_WHAT TO PRODUCE_.
Give back all the data below exactly as it is shown.

[Collected data entries]
_ _ _ _

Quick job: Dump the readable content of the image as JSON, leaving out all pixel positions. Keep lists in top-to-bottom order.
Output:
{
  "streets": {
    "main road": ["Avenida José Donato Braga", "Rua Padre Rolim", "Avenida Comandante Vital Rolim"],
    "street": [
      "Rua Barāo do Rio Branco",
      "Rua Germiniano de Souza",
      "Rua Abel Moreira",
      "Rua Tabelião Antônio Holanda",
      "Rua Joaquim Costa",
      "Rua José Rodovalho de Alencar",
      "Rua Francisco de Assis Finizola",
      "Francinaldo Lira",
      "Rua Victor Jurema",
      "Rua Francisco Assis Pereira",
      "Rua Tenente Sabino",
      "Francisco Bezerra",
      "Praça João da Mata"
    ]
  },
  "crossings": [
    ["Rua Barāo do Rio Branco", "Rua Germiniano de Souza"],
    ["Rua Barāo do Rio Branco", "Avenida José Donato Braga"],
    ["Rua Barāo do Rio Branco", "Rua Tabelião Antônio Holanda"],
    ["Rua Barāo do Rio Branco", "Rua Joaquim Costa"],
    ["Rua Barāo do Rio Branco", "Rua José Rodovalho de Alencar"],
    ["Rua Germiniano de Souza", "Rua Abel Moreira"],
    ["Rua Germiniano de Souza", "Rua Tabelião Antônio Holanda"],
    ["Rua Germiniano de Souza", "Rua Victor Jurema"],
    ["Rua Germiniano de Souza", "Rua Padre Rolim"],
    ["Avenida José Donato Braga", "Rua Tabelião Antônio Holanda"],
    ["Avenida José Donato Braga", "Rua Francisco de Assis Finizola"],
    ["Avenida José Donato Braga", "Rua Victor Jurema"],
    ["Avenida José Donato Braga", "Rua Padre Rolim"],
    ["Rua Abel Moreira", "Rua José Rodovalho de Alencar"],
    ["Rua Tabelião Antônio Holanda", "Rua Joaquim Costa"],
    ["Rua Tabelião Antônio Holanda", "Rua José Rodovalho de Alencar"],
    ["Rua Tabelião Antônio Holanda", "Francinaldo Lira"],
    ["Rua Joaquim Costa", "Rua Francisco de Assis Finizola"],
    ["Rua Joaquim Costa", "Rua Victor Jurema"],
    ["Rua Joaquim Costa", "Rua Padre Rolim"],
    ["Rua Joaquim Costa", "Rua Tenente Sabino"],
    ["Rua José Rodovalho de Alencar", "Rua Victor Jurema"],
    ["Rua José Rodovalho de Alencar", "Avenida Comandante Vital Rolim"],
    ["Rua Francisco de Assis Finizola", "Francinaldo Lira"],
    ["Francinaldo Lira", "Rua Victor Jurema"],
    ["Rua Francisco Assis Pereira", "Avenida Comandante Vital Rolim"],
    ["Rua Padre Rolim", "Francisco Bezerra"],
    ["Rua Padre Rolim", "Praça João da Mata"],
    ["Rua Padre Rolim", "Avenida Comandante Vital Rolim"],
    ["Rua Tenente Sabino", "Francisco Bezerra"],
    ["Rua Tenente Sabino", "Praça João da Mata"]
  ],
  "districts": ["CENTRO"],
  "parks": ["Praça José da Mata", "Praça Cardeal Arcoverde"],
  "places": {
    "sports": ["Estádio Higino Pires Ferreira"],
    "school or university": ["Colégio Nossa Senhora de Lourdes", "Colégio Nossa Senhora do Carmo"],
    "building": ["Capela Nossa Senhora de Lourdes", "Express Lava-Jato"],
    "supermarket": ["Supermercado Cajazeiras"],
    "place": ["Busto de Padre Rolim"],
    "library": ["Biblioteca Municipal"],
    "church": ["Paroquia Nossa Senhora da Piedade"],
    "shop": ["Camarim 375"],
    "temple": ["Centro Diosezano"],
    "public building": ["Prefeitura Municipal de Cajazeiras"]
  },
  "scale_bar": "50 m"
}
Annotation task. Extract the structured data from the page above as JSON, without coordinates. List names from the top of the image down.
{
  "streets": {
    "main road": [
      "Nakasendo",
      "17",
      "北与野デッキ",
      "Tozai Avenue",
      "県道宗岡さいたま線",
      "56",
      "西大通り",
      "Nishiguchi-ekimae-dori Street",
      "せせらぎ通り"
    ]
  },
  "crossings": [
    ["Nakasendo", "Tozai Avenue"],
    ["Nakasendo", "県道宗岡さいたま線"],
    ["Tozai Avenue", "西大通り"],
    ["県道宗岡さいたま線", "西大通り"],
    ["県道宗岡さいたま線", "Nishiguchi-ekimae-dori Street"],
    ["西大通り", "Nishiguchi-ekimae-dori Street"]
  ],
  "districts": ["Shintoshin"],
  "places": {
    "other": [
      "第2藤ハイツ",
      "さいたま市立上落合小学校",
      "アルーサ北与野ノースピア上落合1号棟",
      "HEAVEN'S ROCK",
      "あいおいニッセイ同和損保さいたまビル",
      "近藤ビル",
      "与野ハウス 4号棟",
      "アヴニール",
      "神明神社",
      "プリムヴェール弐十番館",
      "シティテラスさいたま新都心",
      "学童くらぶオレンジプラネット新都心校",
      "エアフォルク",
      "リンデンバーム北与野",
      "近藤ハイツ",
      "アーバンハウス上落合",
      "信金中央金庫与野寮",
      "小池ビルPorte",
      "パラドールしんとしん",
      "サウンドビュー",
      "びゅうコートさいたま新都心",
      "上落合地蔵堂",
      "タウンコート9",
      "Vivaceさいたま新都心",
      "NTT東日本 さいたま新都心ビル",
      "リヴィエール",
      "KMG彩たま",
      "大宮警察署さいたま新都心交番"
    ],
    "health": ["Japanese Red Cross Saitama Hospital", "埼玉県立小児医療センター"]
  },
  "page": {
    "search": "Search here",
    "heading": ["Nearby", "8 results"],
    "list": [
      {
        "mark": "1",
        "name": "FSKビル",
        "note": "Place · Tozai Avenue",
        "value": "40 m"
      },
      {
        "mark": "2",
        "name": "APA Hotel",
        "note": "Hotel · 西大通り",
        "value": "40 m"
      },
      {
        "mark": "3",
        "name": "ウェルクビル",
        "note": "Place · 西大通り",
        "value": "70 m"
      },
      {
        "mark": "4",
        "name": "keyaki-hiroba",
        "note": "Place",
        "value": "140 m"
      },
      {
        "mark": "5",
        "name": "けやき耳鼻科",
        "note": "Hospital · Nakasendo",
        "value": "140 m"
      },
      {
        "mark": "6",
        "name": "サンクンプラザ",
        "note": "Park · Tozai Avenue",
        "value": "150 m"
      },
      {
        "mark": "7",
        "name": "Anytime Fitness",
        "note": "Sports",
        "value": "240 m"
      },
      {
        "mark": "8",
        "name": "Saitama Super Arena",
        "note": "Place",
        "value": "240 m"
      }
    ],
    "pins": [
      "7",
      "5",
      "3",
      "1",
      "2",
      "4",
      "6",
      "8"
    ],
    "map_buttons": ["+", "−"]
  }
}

_ _ _ _

_EXPECTED ANSWER_.
Quick job: Dump the readable content of the image as JSON, leaving out all pixel positions. Keep lists in top-to-bottom order.
Output:
{
  "streets": {
    "main road": ["Avenida José Donato Braga", "Rua Padre Rolim", "Avenida Comandante Vital Rolim"],
    "street": [
      "Rua Barāo do Rio Branco",
      "Rua Germiniano de Souza",
      "Rua Abel Moreira",
      "Rua Tabelião Antônio Holanda",
      "Rua Joaquim Costa",
      "Rua José Rodovalho de Alencar",
      "Rua Francisco de Assis Finizola",
      "Francinaldo Lira",
      "Rua Victor Jurema",
      "Rua Francisco Assis Pereira",
      "Rua Tenente Sabino",
      "Francisco Bezerra",
      "Praça João da Mata"
    ]
  },
  "crossings": [
    ["Rua Barāo do Rio Branco", "Rua Germiniano de Souza"],
    ["Rua Barāo do Rio Branco", "Avenida José Donato Braga"],
    ["Rua Barāo do Rio Branco", "Rua Tabelião Antônio Holanda"],
    ["Rua Barāo do Rio Branco", "Rua Joaquim Costa"],
    ["Rua Barāo do Rio Branco", "Rua José Rodovalho de Alencar"],
    ["Rua Germiniano de Souza", "Rua Abel Moreira"],
    ["Rua Germiniano de Souza", "Rua Tabelião Antônio Holanda"],
    ["Rua Germiniano de Souza", "Rua Victor Jurema"],
    ["Rua Germiniano de Souza", "Rua Padre Rolim"],
    ["Avenida José Donato Braga", "Rua Tabelião Antônio Holanda"],
    ["Avenida José Donato Braga", "Rua Francisco de Assis Finizola"],
    ["Avenida José Donato Braga", "Rua Victor Jurema"],
    ["Avenida José Donato Braga", "Rua Padre Rolim"],
    ["Rua Abel Moreira", "Rua José Rodovalho de Alencar"],
    ["Rua Tabelião Antônio Holanda", "Rua Joaquim Costa"],
    ["Rua Tabelião Antônio Holanda", "Rua José Rodovalho de Alencar"],
    ["Rua Tabelião Antônio Holanda", "Francinaldo Lira"],
    ["Rua Joaquim Costa", "Rua Francisco de Assis Finizola"],
    ["Rua Joaquim Costa", "Rua Victor Jurema"],
    ["Rua Joaquim Costa", "Rua Padre Rolim"],
    ["Rua Joaquim Costa", "Rua Tenente Sabino"],
    ["Rua José Rodovalho de Alencar", "Rua Victor Jurema"],
    ["Rua José Rodovalho de Alencar", "Avenida Comandante Vital Rolim"],
    ["Rua Francisco de Assis Finizola", "Francinaldo Lira"],
    ["Francinaldo Lira", "Rua Victor Jurema"],
    ["Rua Francisco Assis Pereira", "Avenida Comandante Vital Rolim"],
    ["Rua Padre Rolim", "Francisco Bezerra"],
    ["Rua Padre Rolim", "Praça João da Mata"],
    ["Rua Padre Rolim", "Avenida Comandante Vital Rolim"],
    ["Rua Tenente Sabino", "Francisco Bezerra"],
    ["Rua Tenente Sabino", "Praça João da Mata"]
  ],
  "districts": ["CENTRO"],
  "parks": ["Praça José da Mata", "Praça Cardeal Arcoverde"],
  "places": {
    "sports": ["Estádio Higino Pires Ferreira"],
    "school or university": ["Colégio Nossa Senhora de Lourdes", "Colégio Nossa Senhora do Carmo"],
    "building": ["Capela Nossa Senhora de Lourdes", "Express Lava-Jato"],
    "supermarket": ["Supermercado Cajazeiras"],
    "place": ["Busto de Padre Rolim"],
    "library": ["Biblioteca Municipal"],
    "church": ["Paroquia Nossa Senhora da Piedade"],
    "shop": ["Camarim 375"],
    "temple": ["Centro Diosezano"],
    "public building": ["Prefeitura Municipal de Cajazeiras"]
  },
  "scale_bar": "50 m"
}
Annotation task. Extract the structured data from the page above as JSON, without coordinates. List names from the top of the image down.
{
  "streets": {
    "main road": [
      "Nakasendo",
      "17",
      "北与野デッキ",
      "Tozai Avenue",
      "県道宗岡さいたま線",
      "56",
      "西大通り",
      "Nishiguchi-ekimae-dori Street",
      "せせらぎ通り"
    ]
  },
  "crossings": [
    ["Nakasendo", "Tozai Avenue"],
    ["Nakasendo", "県道宗岡さいたま線"],
    ["Tozai Avenue", "西大通り"],
    ["県道宗岡さいたま線", "西大通り"],
    ["県道宗岡さいたま線", "Nishiguchi-ekimae-dori Street"],
    ["西大通り", "Nishiguchi-ekimae-dori Street"]
  ],
  "districts": ["Shintoshin"],
  "places": {
    "other": [
      "第2藤ハイツ",
      "さいたま市立上落合小学校",
      "アルーサ北与野ノースピア上落合1号棟",
      "HEAVEN'S ROCK",
      "あいおいニッセイ同和損保さいたまビル",
      "近藤ビル",
      "与野ハウス 4号棟",
      "アヴニール",
      "神明神社",
      "プリムヴェール弐十番館",
      "シティテラスさいたま新都心",
      "学童くらぶオレンジプラネット新都心校",
      "エアフォルク",
      "リンデンバーム北与野",
      "近藤ハイツ",
      "アーバンハウス上落合",
      "信金中央金庫与野寮",
      "小池ビルPorte",
      "パラドールしんとしん",
      "サウンドビュー",
      "びゅうコートさいたま新都心",
      "上落合地蔵堂",
      "タウンコート9",
      "Vivaceさいたま新都心",
      "NTT東日本 さいたま新都心ビル",
      "リヴィエール",
      "KMG彩たま",
      "大宮警察署さいたま新都心交番"
    ],
    "health": ["Japanese Red Cross Saitama Hospital", "埼玉県立小児医療センター"]
  },
  "page": {
    "search": "Search here",
    "heading": ["Nearby", "8 results"],
    "list": [
      {
        "mark": "1",
        "name": "FSKビル",
        "note": "Place · Tozai Avenue",
        "value": "40 m"
      },
      {
        "mark": "2",
        "name": "APA Hotel",
        "note": "Hotel · 西大通り",
        "value": "40 m"
      },
      {
        "mark": "3",
        "name": "ウェルクビル",
        "note": "Place · 西大通り",
        "value": "70 m"
      },
      {
        "mark": "4",
        "name": "keyaki-hiroba",
        "note": "Place",
        "value": "140 m"
      },
      {
        "mark": "5",
        "name": "けやき耳鼻科",
        "note": "Hospital · Nakasendo",
        "value": "140 m"
      },
      {
        "mark": "6",
        "name": "サンクンプラザ",
        "note": "Park · Tozai Avenue",
        "value": "150 m"
      },
      {
        "mark": "7",
        "name": "Anytime Fitness",
        "note": "Sports",
        "value": "240 m"
      },
      {
        "mark": "8",
        "name": "Saitama Super Arena",
        "note": "Place",
        "value": "240 m"
      }
    ],
    "pins": [
      "7",
      "5",
      "3",
      "1",
      "2",
      "4",
      "6",
      "8"
    ],
    "map_buttons": ["+", "−"]
  }
}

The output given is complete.